If you’re fortunate enough to work in an office that allows dogs at work — or if you’ve hit the jackpot and work at home, like me — then Friday, June 20, 2014 will be just another day for you.
But if your office normally is dog-free, Friday might be very special, indeed.
It’s the 13th annual Take Your Dog to Work Day.
Created in 1999 by Pet Sitters International, TYDTWD has a few dog-related goals:
- To show the dogless that they’re missing out on something terrific.
- To promote animal adoptions from shelters and rescues.
- To explore the health and productivity benefits of having pets in the workplace.
- To help employers lift employee moral.
Talk with your manager or human resources representative about the possibility of participating in TYDTWD. Although some companies might have policies that prevent companion animals in the workplace, it doesn’t hurt to ask.
Pet Sitters International has put together a list of compelling reasons why pets are beneficial to employees in the workplace. Chief among them are increases in productivity, creativity and office harmony and decreases in absenteeism and smoking. If your boss is undecided, telling him people work longer hours when they bring their dogs to work might cause him to consider the event more carefully.
If your office is planning to celebrate Take Your Dog to Work Day, a little advance planning will make the day flow much more smoothly. Here are 4 tips:
1. Broadcast the News
Make sure that everyone in your office knows that Friday is TYDTWD. Send out an email and post something in the break room. Once the word gets out, find out who’s allergic and make arrangements so that they aren’t affected by the day’s events.
2. Make a Guest List
Not all dogs have the right temperament to do well in an office, especially somewhere they’ve never been, and on a day when they’ll be exposed to lots of other dogs and people. Ask your co-workers to sign up if they plan to bring in their dogs, and make sure they know that their dogs will be expected to be quiet, well-behaved and potty trained.
Find out if any of the dogs have problems with other dogs, and either discourage their caretakers from bringing them in or temporarily relocate the person to an area where there aren’t any other dogs. If any kind of fight ensues, separate the dogs immediately and send them home.
3. Bring a Doggie Bag
Don’t come to TYDTWD empty-handed. To ensure that your dog is comfortable and safe, bring the following:
- Leash: Keep your dog on leash all day, even if you’re in a private room. You may need to catch him quickly if he bolts for the door or gets into a confrontation with another person or dog.
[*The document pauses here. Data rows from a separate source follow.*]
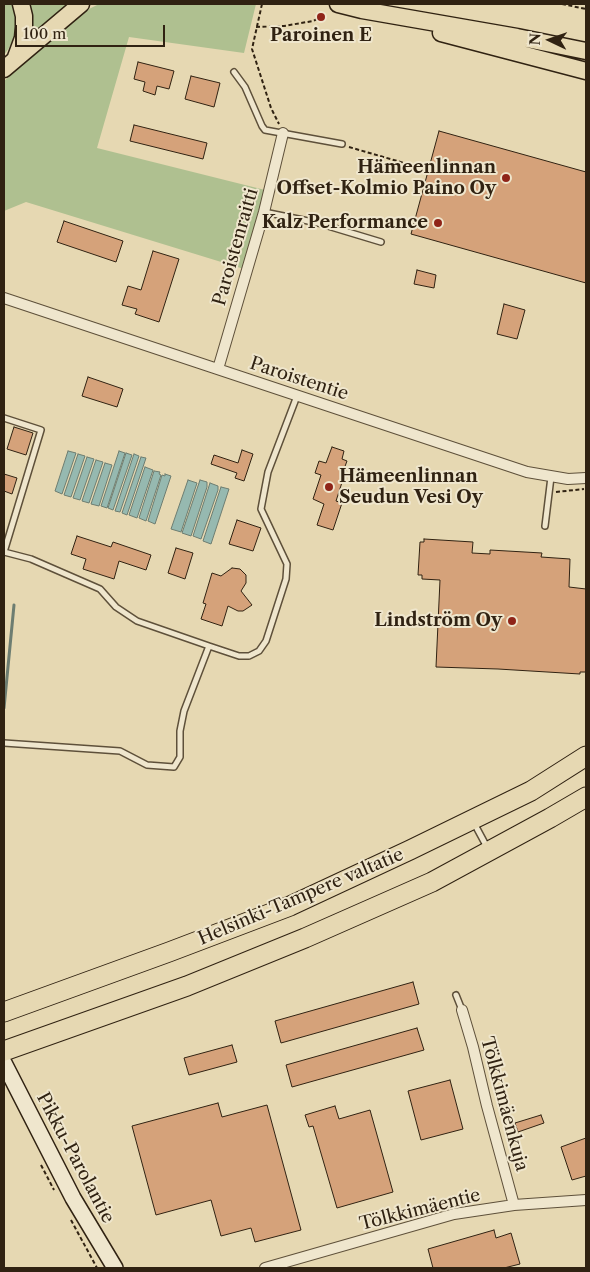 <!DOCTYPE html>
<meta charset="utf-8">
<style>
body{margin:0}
#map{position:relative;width:590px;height:1272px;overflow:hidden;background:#e6d8b2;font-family:"Libre Caslon Text",serif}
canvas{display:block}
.frame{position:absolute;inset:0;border:5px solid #302212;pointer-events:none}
.north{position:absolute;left:525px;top:15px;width:50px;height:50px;-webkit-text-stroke:4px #efe6cd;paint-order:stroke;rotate:273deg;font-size:14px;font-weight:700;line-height:20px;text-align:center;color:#302212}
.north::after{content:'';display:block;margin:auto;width:18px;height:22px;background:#302212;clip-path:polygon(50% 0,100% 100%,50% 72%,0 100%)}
.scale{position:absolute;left:15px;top:25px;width:150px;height:22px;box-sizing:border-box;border:2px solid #302212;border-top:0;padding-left:6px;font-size:15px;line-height:18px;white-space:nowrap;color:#302212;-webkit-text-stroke:4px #efe6cd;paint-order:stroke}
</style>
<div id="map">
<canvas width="590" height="1272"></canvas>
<div class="frame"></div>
<div class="north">N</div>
<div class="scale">100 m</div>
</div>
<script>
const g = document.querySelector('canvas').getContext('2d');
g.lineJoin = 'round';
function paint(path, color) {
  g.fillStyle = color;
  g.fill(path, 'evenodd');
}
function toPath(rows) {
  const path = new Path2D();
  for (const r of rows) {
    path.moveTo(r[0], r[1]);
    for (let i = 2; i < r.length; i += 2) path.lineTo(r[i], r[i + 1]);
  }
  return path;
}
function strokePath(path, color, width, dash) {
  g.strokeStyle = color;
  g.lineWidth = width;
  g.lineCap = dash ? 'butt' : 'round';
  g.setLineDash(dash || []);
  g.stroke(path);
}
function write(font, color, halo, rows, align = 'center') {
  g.font = font + ' "Libre Caslon Text",serif';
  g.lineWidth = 4;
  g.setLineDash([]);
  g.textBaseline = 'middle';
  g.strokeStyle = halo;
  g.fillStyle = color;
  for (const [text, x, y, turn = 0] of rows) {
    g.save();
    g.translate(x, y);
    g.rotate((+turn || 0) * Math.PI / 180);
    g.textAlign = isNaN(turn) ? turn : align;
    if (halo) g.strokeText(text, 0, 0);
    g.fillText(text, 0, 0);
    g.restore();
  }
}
paint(toPath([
 [4,4,12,4,17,19,16,33,9,48,4,55],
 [25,4,72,4,28,40],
 [99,4,256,4,244,53,129,37,97,148,265,190,244,269,26,202,4,211,4,81,83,12]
]), '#afc090');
const water = toPath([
 [68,451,76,453,62,494,55,491,68,451],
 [119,451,125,453,107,508,101,506,119,451],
 [126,453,132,455,113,510,108,508,126,453],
 [78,454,85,456,71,497,64,495,78,454],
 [134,454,139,456,120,512,115,511,134,454],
 [87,457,94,459,80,500,73,498,87,457],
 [141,457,146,458,127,515,122,513,141,457],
 [96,460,103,462,89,503,82,501,96,460],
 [105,463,112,465,99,506,91,504,105,463],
 [145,467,153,470,137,518,129,515,145,467],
 [154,471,160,472,159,474,161,475,146,521,139,518,154,471],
 [165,474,171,476,155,524,148,521,162,475,165,476,165,474],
 [188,480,197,483,181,532,171,529,188,480],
 [200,480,207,482,207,487,191,536,182,533,200,480],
 [210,483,218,486,218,490,201,539,193,536,210,483],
 [221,487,229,489,211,544,203,541,221,487]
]);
paint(water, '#96b9b0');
strokePath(water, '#6d7d71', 1);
strokePath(toPath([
 [4,708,14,605]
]), '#6d7d71', 3);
const building = toPath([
 [138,62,174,71,169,89,157,86,155,95,143,91,145,82,134,79,138,62],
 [191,76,220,83,214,107,185,99,191,76],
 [134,125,207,143,203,159,130,141,134,125],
 [439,131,586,172,586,283,411,234,439,131],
 [64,221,123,241,116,262,57,242,64,221],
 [153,251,179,259,159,322,135,314,137,309,122,305,128,286,141,290,153,251],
 [417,270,436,275,434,288,414,284,417,270],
 [504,304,525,310,517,339,497,334,504,304],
 [88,377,123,389,117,407,82,396,88,377],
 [14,427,33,433,26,455,7,449,14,427],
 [332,447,344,451,342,459,347,461,344,469,346,470,336,501,342,503,333,530,317,525,324,504,313,499,321,475,315,473,319,461,326,463,332,447],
 [242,450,253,454,244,481,235,478,237,473,211,464,214,455,238,463,242,450],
 [4,474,17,478,12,494,4,491,4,474],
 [237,520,261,528,253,551,229,544,237,520],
 [77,536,111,547,113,542,151,555,146,570,119,561,114,579,83,569,86,559,71,554,77,536],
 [424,539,473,542,472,553,490,554,490,550,542,553,541,557,570,559,569,587,586,589,586,672,580,672,580,674,498,669,436,667,440,580,422,579,422,575,418,575,420,542,424,542,424,539],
 [176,548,193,553,185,579,168,573,176,548],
 [232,568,240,569,246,575,246,583,241,591,252,605,243,611,238,611,228,606,222,626,201,619,206,604,203,603,212,573,221,576,232,568],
 [413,982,419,1004,281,1043,275,1021,413,982],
 [417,1028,424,1050,292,1087,286,1065,417,1028],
 [232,1045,237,1062,189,1075,184,1058,232,1045],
 [450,1080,463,1129,421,1140,408,1091,450,1080],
 [218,1103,222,1117,267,1105,301,1230,255,1242,251,1228,221,1236,211,1200,156,1215,132,1126,218,1103],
 [335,1106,339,1119,370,1110,393,1192,337,1208,313,1126,309,1127,305,1115,335,1106],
 [541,1115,544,1123,518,1132,515,1123,541,1115],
 [586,1138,586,1176,572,1180,561,1147,586,1138],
 [494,1230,496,1238,511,1233,520,1264,504,1268,433,1268,428,1249,494,1230]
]);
paint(building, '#d5a27a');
strokePath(building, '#302212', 1);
const service = toPath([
 [234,72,245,87,262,126,265,130,342,144],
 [264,212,318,223,381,242],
 [4,418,41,430,4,552],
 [545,526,551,477],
 [4,552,31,559,100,589,116,607,137,621,209,646],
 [4,743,120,751,147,765,174,767,180,757,180,731,184,711,209,646,239,656,249,656,259,651,266,641,286,579,287,564,261,509,268,472,297,396],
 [474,823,488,849],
 [456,995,462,1010]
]);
const minor = toPath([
 [4,298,527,472,568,479,586,478],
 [218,369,264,212,283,133],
 [462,1010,473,1047,487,1106,514,1205],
 [265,1268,454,1214,514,1205,586,1200]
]);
const secondary = toPath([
 [4,1063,73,1198,115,1268]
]);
const primary = toPath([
 [338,4,362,10,517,37,586,51],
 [441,33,586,71],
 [16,57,23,38,24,27,24,16,21,4],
 [4,69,81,4]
]);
const motorway = toPath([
 [4,1012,169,952,290,906,410,850,531,791,586,756],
 [4,1051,187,986,305,938,432,882,550,818,586,797]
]);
strokePath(service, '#5e503a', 8);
strokePath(minor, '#5e503a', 12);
strokePath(secondary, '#302212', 18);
strokePath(primary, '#302212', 19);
strokePath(motorway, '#302212', 21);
strokePath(toPath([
 [262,4,252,49,271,108,279,124],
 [562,4,586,9],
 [256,27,284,26,313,21,321,17],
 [349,147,404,163],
 [556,492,584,489],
 [41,1165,54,1190],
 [71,1220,97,1268]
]), '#302212', 2, [4, 2.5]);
strokePath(service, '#efe6cd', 5);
strokePath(minor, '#efe6cd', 10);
strokePath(secondary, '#efe6cd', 15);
strokePath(primary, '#e6d8b2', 16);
strokePath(motorway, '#e6d8b2', 19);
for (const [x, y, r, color] of [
 [321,17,5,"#8f2418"],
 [506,178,5,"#8f2418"],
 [438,223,5,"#8f2418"],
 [329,487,5,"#8f2418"],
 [512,621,5,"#8f2418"]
]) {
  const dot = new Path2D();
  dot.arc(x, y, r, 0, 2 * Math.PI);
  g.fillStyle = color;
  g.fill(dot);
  strokePath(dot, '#efe6cd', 2);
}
write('bold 18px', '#302212', '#efe6cd', [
 ["Paroinen E",321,36,"center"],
 ["Hämeenlinnan",496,168],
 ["Offset-Kolmio Paino Oy",496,189],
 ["Kalz Performance",428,223],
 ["Hämeenlinnan",339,477,"left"],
 ["Seudun Vesi Oy",339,498,"left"],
 ["Lindström Oy",502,621]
], 'right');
write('18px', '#302212', '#efe6cd', [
 ["Paroistenraitti",236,247,-74],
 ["Paroistentie",299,379,18],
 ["Helsinki-Tampere valtatie",301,897,-23],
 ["Tölkkimäenkuja",504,1104,75],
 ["Pikku-Parolantie",75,1158,62],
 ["Tölkkimäentie",420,1210,-14]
]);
</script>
- Crate or exercise pen: Although not strictly necessary, bringing a containment device for your dog will give you a break from constantly monitoring him throughout the day.
- Food, treats & bowls: If your dog is on a special diet, post a sign on your cubicle wall letting people know they shouldn’t give him treats. Likewise, ask others before you give their dogs treats.
- Pet stain remover: Even if your dog is reliably housetrained, accidents still happen. Stay in the good graces of your boss and cleaning crew by cleaning up immediately.
- Poop bags: Set a good example and clean up after your dog when you’re walking him.
4. Follow the Rules
If everyone allows their dogs to roam willy-nilly, it’ll be chaos. Distribute a list of rules people will need to follow if they participate in TYDTWD.
- Well-mannered dogs only: If your dog can be a jerk from time to time, don’t press your luck. Leave him at home. The best way to make sure your office never participates in Take Your Dog to Work Day again is to allow your dog to act up and cause a scene.
- Only clean dogs allowed: Bathe your dog before the big day so he doesn’t stink up the place. If he makes a mess, clean it up immediately.
- No sickies! If your dog shows any symptoms of being under the weather, leave him at home. Bringing a sick dog to work will not only put the other dogs at risk, but also stress out your dog and possibly exacerbate his condition. Make sure your dog’s vaccinations are current, too.
- Puppy-proof the office: Move any poisonous plants and make sure your dog doesn’t have access to chemicals, power cords or anything else that might get him — or you — into trouble. Be sure to read my dog-proofing tips.
- Don’t be pushy: If people don’t want to play with your precious puppy, don’t force them to. Believe it or not, not everyone loves dogs as much as you do.
On the big day, don’t let the presence of your dog interfere with getting your work done. The idea of TYDTWD is to show employers the positive benefits of pets in the workplace, not that pets are time-wasters or excuses for slacking off.